Saudi Arabia is prepared to raise crude production if Russia’s output significantly falls
Oil prices have been falling for the third session in a row on Thursday, giving up gains after the recent rally that took Brent crude above $120 a barrel for the first time since March. Earlier today, the futures briefly derailed the $113 mark before trimming some losses in recent trading.

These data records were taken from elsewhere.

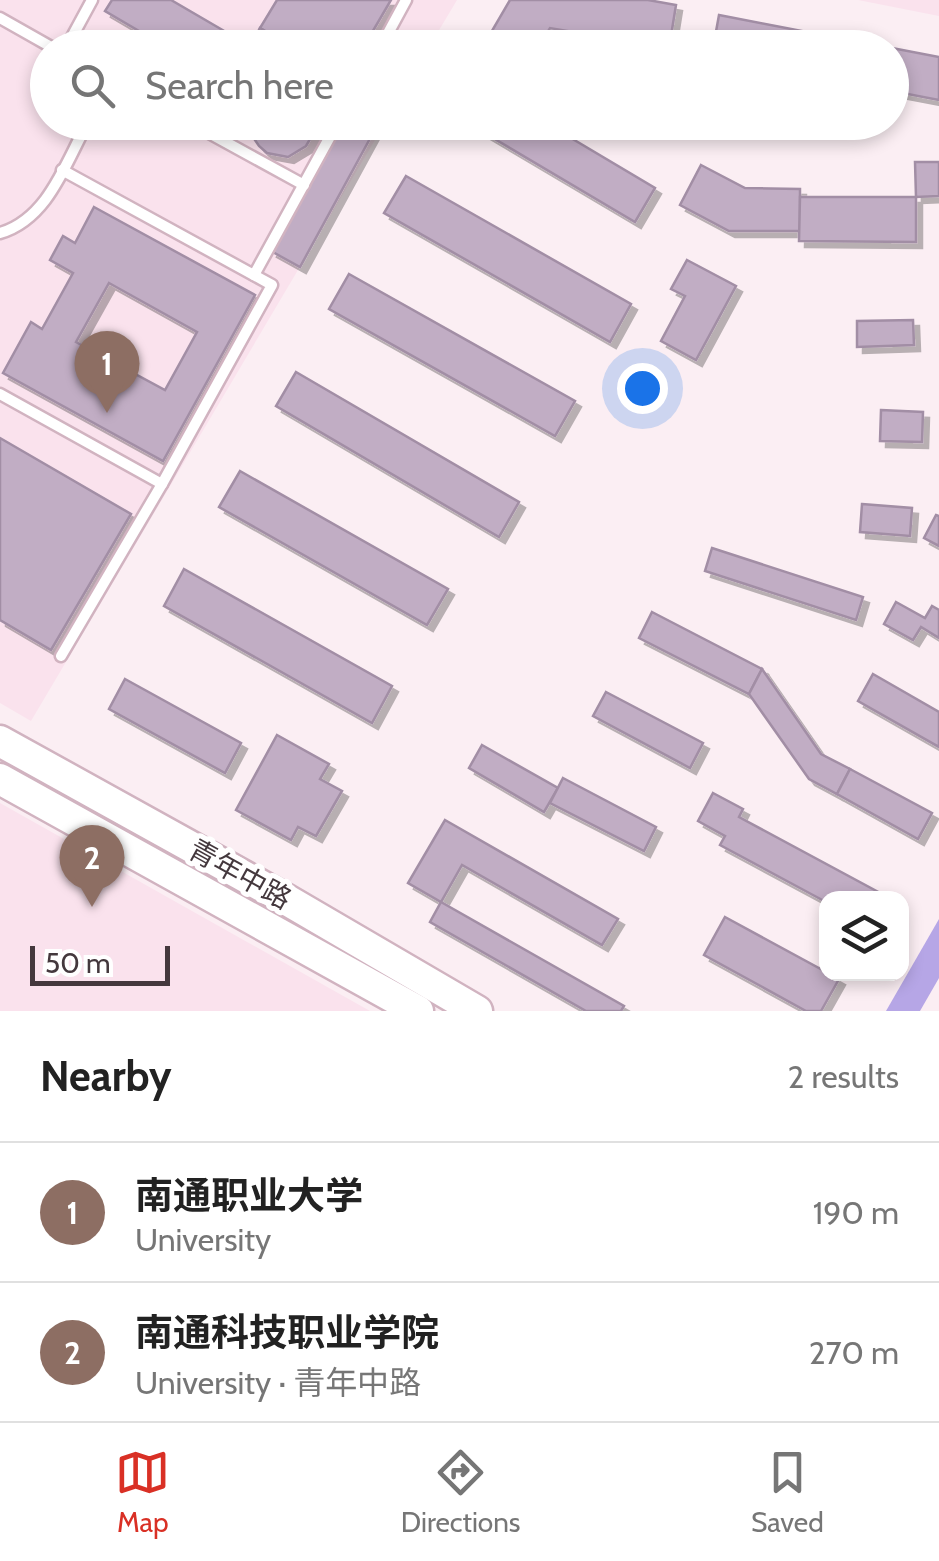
<!DOCTYPE html>
<meta charset="utf-8">
<style>
:root{--surface:#fff;--page:#f6f6f6;--text:#222;--muted:#767676;--line:#e0e0e0;--accent:#d93025}
body{margin:0;font-family:Cabin,"Noto Sans SC",sans-serif;background:var(--page);color:var(--text)}
.controls{position:absolute;right:30px;bottom:30px;display:grid;overflow:hidden;border-radius:20px;box-shadow:0 5px 15px #0003}
.controls button{width:90px;height:90px;display:grid;place-items:center;padding:0;border:0;border-bottom:2px solid var(--line);background:var(--surface);color:var(--text);font:50px sans-serif}
.scale{position:absolute;left:30px;bottom:25px;width:140px;box-sizing:border-box;padding-left:10px;border:5px solid #44383d;border-top:0;font-size:28px;line-height:35px;white-space:nowrap;color:#44383d;-webkit-text-stroke:8px #fff;paint-order:stroke}
.you{position:absolute;left:642px;top:388px;width:35px;height:35px;margin:-25px;border:8px solid #fff;border-radius:50%;background:#1a73e8;box-shadow:0 0 0 15px #1a73e833}
.badge{display:grid;place-items:center;width:65px;height:65px;border-radius:50%;background:var(--accent);color:#fff;font-size:32px;font-weight:700}
.pin{position:absolute;translate:-50% -82px;filter:drop-shadow(0 2px 5px #0008)}
.pin::after{content:'';position:absolute;top:52px;width:35px;height:30px;background:inherit;clip-path:polygon(0 0,100% 0,50% 100%)}
.list{margin:0;padding:0;list-style:none}
h2{display:flex;justify-content:space-between;align-items:center;height:130px;margin:0;padding:0 40px;font-size:42px}
h2 small{font-size:32px;font-weight:400;color:var(--muted)}
.list li{display:grid;grid-template-columns:65px 1fr auto;gap:30px;align-items:center;box-sizing:border-box;height:140px;padding:0 40px;border-top:2px solid var(--line)}
.list b{display:block;font-size:38px;white-space:nowrap}
.list p{margin:0;font-size:32px;white-space:nowrap;color:var(--muted)}
.list em{font-size:32px;font-style:normal;color:var(--muted)}
.icon{flex:none;width:55px;height:55px;fill:none;stroke:currentColor;stroke-width:2;stroke-linecap:round;stroke-linejoin:round}
.map{position:relative;flex:none;width:939px;height:1011px;overflow:hidden}
.search{position:absolute;background:var(--surface);box-shadow:0 5px 15px #0003;left:30px;right:30px;top:30px;height:110px;display:flex;align-items:center;gap:25px;box-sizing:border-box;padding:0 35px;border-radius:55px;color:var(--muted);font-size:38px}
.sheet{height:410px;background:var(--surface)}
nav{display:flex;justify-content:space-around;align-items:center;box-sizing:border-box;height:140px;border-top:2px solid var(--line);background:var(--surface);font-size:28px;color:var(--muted)}
nav a{display:grid;justify-items:center;gap:5px}
nav .on{color:var(--accent)}
.map>svg:first-child{display:block}
</style>
<div class="map">
<svg width="939" height="1011" viewBox="0 0 939 1011">
<defs>
<filter id="shadow"><feDropShadow dx="6" dy="6" stdDeviation="0" flood-color="#0004"/></filter>
</defs>
<rect width="100%" height="100%" fill="#fbeef3"/>
<g fill="#fae2ed">
<polygon points="0,0 457,0 429,47 48,48 48,122 385,123 31,721 0,703"/>
<polygon points="858,0 939,0 939,16"/>
<polygon points="0,803 370,1011 0,1011"/>
</g>
<polygon fill="#b6a6e6" points="939,919 939,978 920,1011 886,1011"/>
<g fill="#c1adc4" stroke="#a28ea5" stroke-width="2.5" fill-rule="evenodd" filter="url(#shadow)">
<polygon points="112,0 171,0 250,46 168,48 105,11"/>
<polygon points="277,0 391,0 363,48 294,48 260,28"/>
<polygon points="510,0 648,0 676,5 669,48 550,28 538,48 482,48"/>
<polygon points="719,15 890,48 713,48"/>
<polygon points="260,28 294,48 249,48"/>
<polygon points="892,48 939,57 939,100 892,91"/>
<polygon points="252,122 320,122 306,146 288,157 267,153 259,146 253,137"/>
<polygon points="342,122 379,122 300,267 271,251"/>
<polygon points="466,122 544,122 655,188 635,222"/>
<polygon points="915,162 939,162 939,196 916,197"/>
<polygon points="701,165 745,188 800,189 800,231 729,231 680,205"/>
<polygon points="406,176 631,304 610,342 384,213"/>
<polygon points="800,197 916,197 916,242 799,241"/>
<path d="M 94,207 L 255,295 L 163,461 L 3,373 L 31,322 L 42,329 L 73,273 L 50,260 L 63,236 L 75,243 ZM 109,283 L 197,332 L 165,390 L 76,342 Z"/>
<polygon points="687,260 736,286 696,360 661,341 685,296 671,289"/>
<polygon points="349,274 575,401 555,436 329,309"/>
<polygon points="913,320 914,345 857,347 857,321"/>
<polygon points="296,372 519,502 499,537 276,406"/>
<polygon points="881,410 923,412 922,442 880,441"/>
<polygon points="0,438 131,514 51,650 0,620"/>
<polygon points="240,471 448,589 427,625 219,507"/>
<polygon points="862,504 912,508 910,536 860,532"/>
<polygon points="936,515 939,516 939,546 924,538"/>
<polygon points="712,548 863,597 856,620 705,571"/>
<polygon points="184,569 392,686 372,723 164,606"/>
<polygon points="896,602 925,618 932,606 939,610 939,638 921,627 913,640 884,624"/>
<polygon points="652,612 762,669 749,694 639,638"/>
<polygon points="762,669 821,754 850,769 837,794 809,779 749,694"/>
<polygon points="873,674 939,712 939,747 858,701"/>
<polygon points="125,679 241,743 225,773 109,709"/>
<polygon points="606,692 703,743 690,768 593,716"/>
<polygon points="277,735 329,764 320,779 342,791 316,836 298,827 291,840 236,810"/>
<polygon points="482,745 558,788 544,812 469,768"/>
<polygon points="850,769 932,813 918,839 837,794"/>
<polygon points="563,778 656,827 644,851 550,803"/>
<polygon points="713,793 743,809 739,817 882,894 880,898 826,898 826,902 720,845 725,836 698,821"/>
<polygon points="445,820 618,919 602,945 462,865 441,902 408,883"/>
<polygon points="441,902 624,1006 621,1011 586,1011 430,922"/>
<polygon points="725,917 839,979 821,1011 806,1011 704,955"/>
</g>
<g fill="none" stroke-linecap="round" stroke-linejoin="round">
<defs>
<g id="service">
<polyline points="0,18 53,48"/>
<polyline points="66,48 92,0"/>
<polyline points="380,48 406,0"/>
<polyline points="189,122 304,185"/>
<path d="M 0,233 C 48,219 65,164 88,122"/>
<polyline points="254,275 338,122"/>
<polyline points="0,394 162,484"/>
<polyline points="61,656 162,484 272,285 62,170"/>
</g>
<g id="secondary">
<polyline points="0,741 287,900 477,1011"/>
<polyline points="0,779 418,1011"/>
</g>
</defs>
<use href="#service" stroke="#d1b3c0" stroke-width="15"/>
<use href="#secondary" stroke="#d1b3c0" stroke-width="35"/>
<use href="#service" stroke="#fff" stroke-width="10"/>
<use href="#secondary" stroke="#fff" stroke-width="30"/>
</g>
<g text-anchor="middle" stroke-width="10" stroke-linejoin="round" paint-order="stroke">
<g font-size="28" fill="#44383d" stroke="#fff">
<text transform="translate(240 874) rotate(29)" y="10">青年中路</text>
</g>
</g>
</svg>
<div class="controls">
<button><svg class="icon" aria-label="layers" viewBox="0 0 24 24"><path d="M12 4l9 5-9 5-9-5zM3 14l9 5 9-5"/></svg></button>
</div>
<div class="scale">50 m</div>
<div class="you"></div>
<div class="pin badge" style="left:107px;top:413px;background:#8d6e63">1</div>
<div class="pin badge" style="left:92px;top:907px;background:#8d6e63">2</div>
<div class="search"><svg class="icon" aria-label="search" viewBox="0 0 24 24"><circle cx="10" cy="10" r="6"/><path d="M15 15l6 6"/></svg>Search here</div>
</div>
<section class="sheet">
<h2>Nearby<small>2 results</small></h2>
<ul class="list">
<li><span class="badge" style="background:#8d6e63">1</span><div><b>南通职业大学</b><p>University</p></div><em>190 m</em></li>
<li><span class="badge" style="background:#8d6e63">2</span><div><b>南通科技职业学院</b><p>University · 青年中路</p></div><em>270 m</em></li>
</ul>
</section>
<nav>
<a class="on"><svg class="icon" aria-label="map" viewBox="0 0 24 24"><path d="M3 6l6-2 6 2 6-2v14l-6 2-6-2-6 2zM9 4v14M15 6v14"/></svg>Map</a>
<a><svg class="icon" aria-label="directions" viewBox="0 0 24 24"><path d="M12 3l9 9-9 9-9-9zM9 14v-3h6M13 9l2 2-2 2"/></svg>Directions</a>
<a><svg class="icon" aria-label="saved" viewBox="0 0 24 24"><path d="M7 4h10v16l-5-4-5 4z"/></svg>Saved</a>
</nav>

Oil traders are nervous ahead of the OPEC+ meeting due later today. The alliance is widely expected to approve a July increase of 432,000 barrels a day. As Russia is now lagging the group amid the ongoing conflict with Ukraine, Saudi Arabia said it is prepared to raise crude production if Russia’s output significantly falls in the aftermath of European Union sanctions. As a reminder, EU leaders on Monday agreed to ban 90% of Russian crude by the end of the year as part of the sixth sanctions package on Moscow. Of note, OPEC delegates highlighted they did not discuss the possibility of Russia being excluded from a global oil production pact.
Elsewhere, the API report showed overnight that US crude oil stockpiles fell by about 1.2 million barrels last week versus a build of 567,000 barrels during the previous week. Gasoline inventories fell by 256,000 barrels last week, while distillate stocks declined by about 858,000 barrels. Later today, the EIA’s official report could affect near-term sentiment in the oil market, but the focus remains on OPEC.
On the positive side, the USD retreats on Thursday, giving up yesterday’s gains as traders opted to take profit after a brief jump towards 1.5-week highs around 102.75. Now, the greenback needs to hold above 102.00 in order to avoid a deeper retreat. In turn, a resurgent demand for the safe-haven US currency could cap the potential recovery in the oil market.